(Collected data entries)
#####

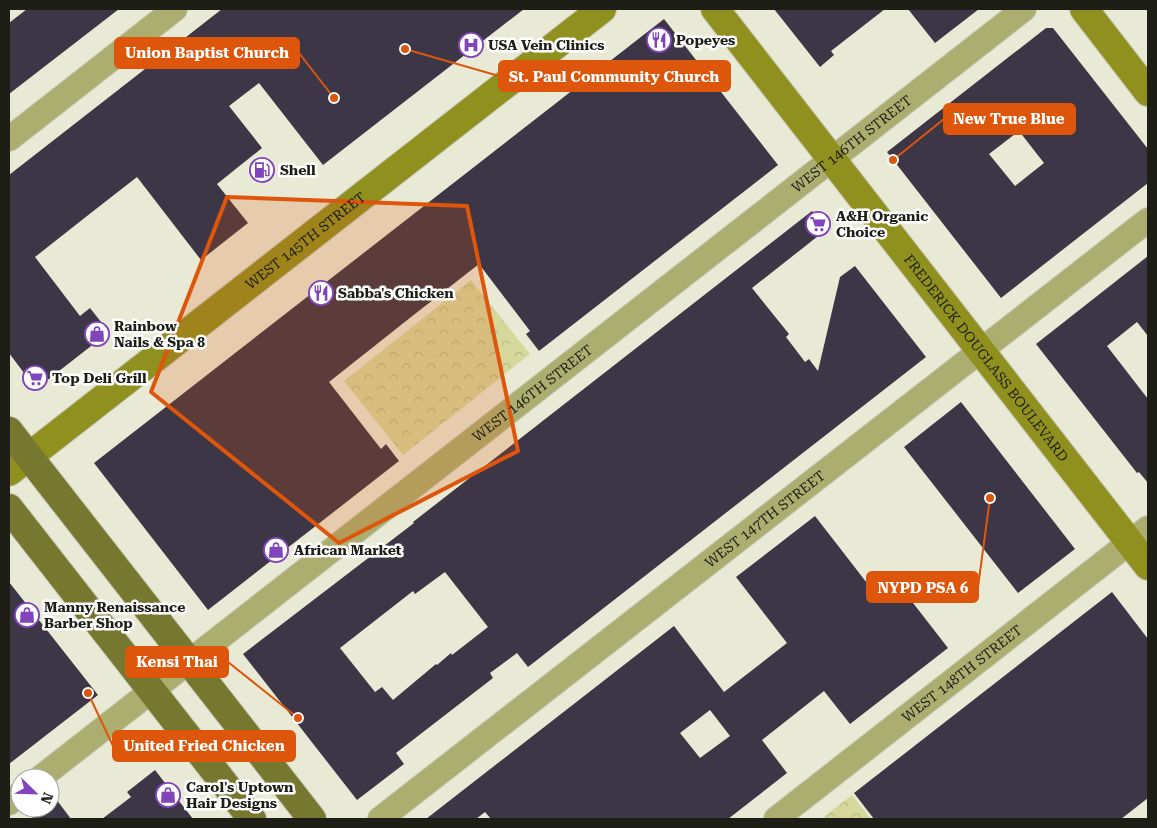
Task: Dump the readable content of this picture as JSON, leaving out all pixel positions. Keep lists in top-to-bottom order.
{
  "streets": {
    "main road": ["WEST 145TH STREET", "FREDERICK DOUGLASS BOULEVARD"],
    "street": ["WEST 146TH STREET", "WEST 147TH STREET", "WEST 148TH STREET"]
  },
  "crossings": [
    ["WEST 146TH STREET", "FREDERICK DOUGLASS BOULEVARD"],
    ["FREDERICK DOUGLASS BOULEVARD", "WEST 147TH STREET"],
    ["FREDERICK DOUGLASS BOULEVARD", "WEST 148TH STREET"]
  ],
  "places": {
    "restaurant": ["Popeyes", "Sabba's Chicken"],
    "hospital": ["USA Vein Clinics"],
    "other": [
      "St. Paul Community Church",
      "Union Baptist Church",
      "New True Blue",
      "NYPD PSA 6",
      "United Fried Chicken",
      "Kensi Thai"
    ],
    "fuel station": ["Shell"],
    "supermarket": ["A&H Organic Choice", "Top Deli Grill"],
    "shop": [
      "Rainbow Nails & Spa 8",
      "African Market",
      "Manny Renaissance Barber Shop",
      "Carol's Uptown Hair Designs"
    ]
  },
  "north": "bottom right"
}
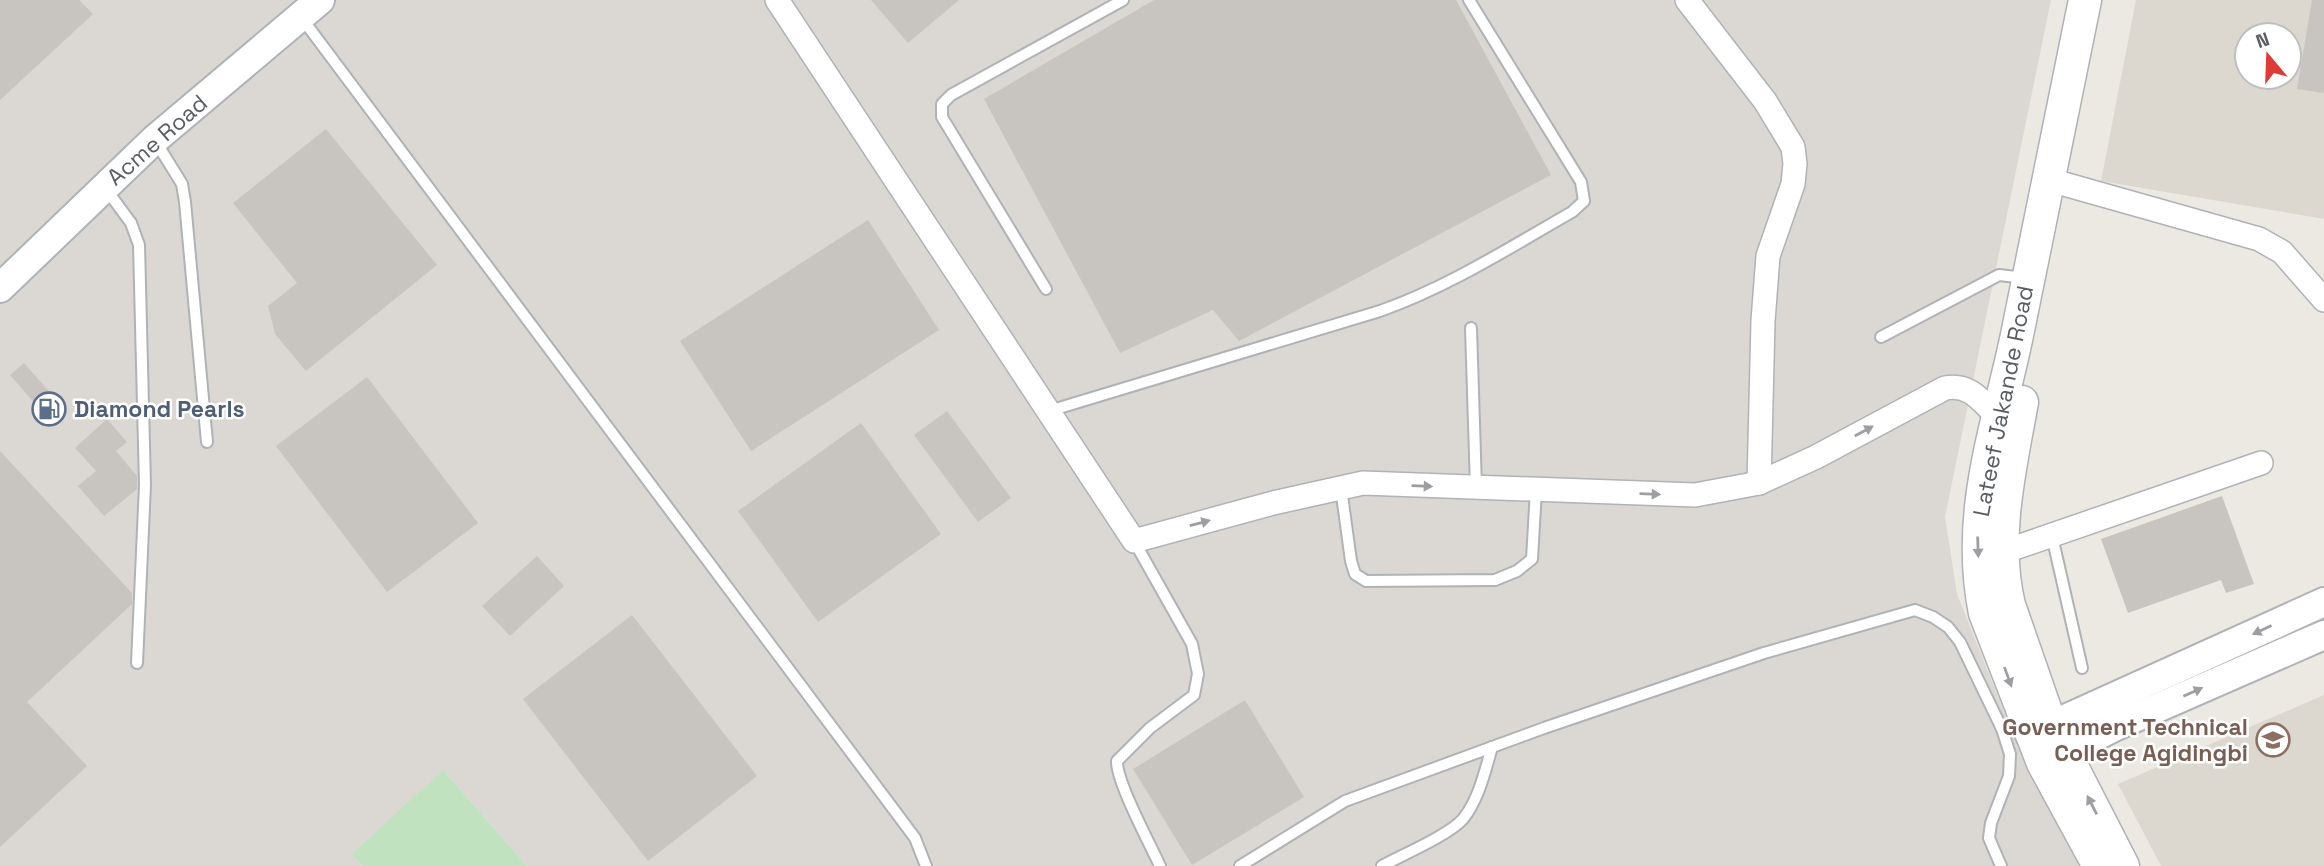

#####

#### WHAT IS NEEDED
When you reproduce the entries above, keep every word exact and leave the images out.

#### ANSWER TO THE PROBLEM
Task: Dump the readable content of this picture as JSON, leaving out all pixel positions. Keep lists in top-to-bottom order.
{
  "streets": {
    "main road": ["WEST 145TH STREET", "FREDERICK DOUGLASS BOULEVARD"],
    "street": ["WEST 146TH STREET", "WEST 147TH STREET", "WEST 148TH STREET"]
  },
  "crossings": [
    ["WEST 146TH STREET", "FREDERICK DOUGLASS BOULEVARD"],
    ["FREDERICK DOUGLASS BOULEVARD", "WEST 147TH STREET"],
    ["FREDERICK DOUGLASS BOULEVARD", "WEST 148TH STREET"]
  ],
  "places": {
    "restaurant": ["Popeyes", "Sabba's Chicken"],
    "hospital": ["USA Vein Clinics"],
    "other": [
      "St. Paul Community Church",
      "Union Baptist Church",
      "New True Blue",
      "NYPD PSA 6",
      "United Fried Chicken",
      "Kensi Thai"
    ],
    "fuel station": ["Shell"],
    "supermarket": ["A&H Organic Choice", "Top Deli Grill"],
    "shop": [
      "Rainbow Nails & Spa 8",
      "African Market",
      "Manny Renaissance Barber Shop",
      "Carol's Uptown Hair Designs"
    ]
  },
  "north": "bottom right"
}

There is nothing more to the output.